Procedure.Infected mouse brains or leg muscles that had been stored in a dry-ice box were suspended and clarified by centrifugation. Immediately after preparation, 0.5 ml volumes of the suspensions were sealed in 3 ml lyophile bulbs for immersion in units of 3, in the heating bath. Immediately before and after heating they were chilled in an ice and water bath. For each suspension one unit was held without heating. The samples were pooled on the day heated and tested in mice on the following day. To determine the time required for the samples to reach the temperature of the bath, a constantan-nickel thermocouple in 0.5 ml of distilled water in a lyophile bulb was used. The lag time was relatively constant about 60 seconds.
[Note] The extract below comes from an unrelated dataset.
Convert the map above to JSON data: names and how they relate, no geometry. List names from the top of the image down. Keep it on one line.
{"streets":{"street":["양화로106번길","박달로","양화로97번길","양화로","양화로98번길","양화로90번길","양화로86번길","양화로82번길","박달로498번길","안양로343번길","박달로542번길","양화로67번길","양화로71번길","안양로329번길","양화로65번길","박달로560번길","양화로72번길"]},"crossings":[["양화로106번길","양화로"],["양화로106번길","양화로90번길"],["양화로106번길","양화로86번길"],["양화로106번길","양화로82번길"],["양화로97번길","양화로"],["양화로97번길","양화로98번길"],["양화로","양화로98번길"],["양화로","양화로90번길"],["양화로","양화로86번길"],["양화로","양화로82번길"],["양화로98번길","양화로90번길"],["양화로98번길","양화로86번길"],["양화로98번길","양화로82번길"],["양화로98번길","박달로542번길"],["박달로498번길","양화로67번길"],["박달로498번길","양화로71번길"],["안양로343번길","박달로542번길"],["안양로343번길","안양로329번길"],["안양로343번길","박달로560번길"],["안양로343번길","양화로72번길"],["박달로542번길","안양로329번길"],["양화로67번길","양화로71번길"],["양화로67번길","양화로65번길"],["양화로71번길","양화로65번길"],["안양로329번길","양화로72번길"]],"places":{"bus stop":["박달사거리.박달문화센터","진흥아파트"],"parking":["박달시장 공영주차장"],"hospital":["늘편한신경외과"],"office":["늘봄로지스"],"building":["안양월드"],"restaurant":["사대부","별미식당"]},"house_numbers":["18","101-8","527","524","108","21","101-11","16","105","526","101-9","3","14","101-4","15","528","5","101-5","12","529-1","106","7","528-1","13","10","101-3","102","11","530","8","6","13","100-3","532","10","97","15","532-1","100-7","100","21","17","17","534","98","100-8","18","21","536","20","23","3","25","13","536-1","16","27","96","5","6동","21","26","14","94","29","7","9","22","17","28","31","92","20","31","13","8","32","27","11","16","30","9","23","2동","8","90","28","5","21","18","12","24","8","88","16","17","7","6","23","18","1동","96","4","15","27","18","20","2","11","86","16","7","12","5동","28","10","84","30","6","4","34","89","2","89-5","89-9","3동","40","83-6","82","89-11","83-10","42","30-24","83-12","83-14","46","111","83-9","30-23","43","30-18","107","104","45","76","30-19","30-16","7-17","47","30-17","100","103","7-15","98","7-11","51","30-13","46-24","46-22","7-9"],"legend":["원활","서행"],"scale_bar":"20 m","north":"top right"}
The pH values of each original suspension and of a heated sample were determined electro-metrically. The values lay between 6.3 and 7.4, many between 6.9 and 7.2. Heating of a given suspension did not change the pH. Suspensions were prepared in a 10% solution of beef-infusion broth in physiologic salt solution (broth-salt solution) and in distilled water. They were heated for 30 minutes.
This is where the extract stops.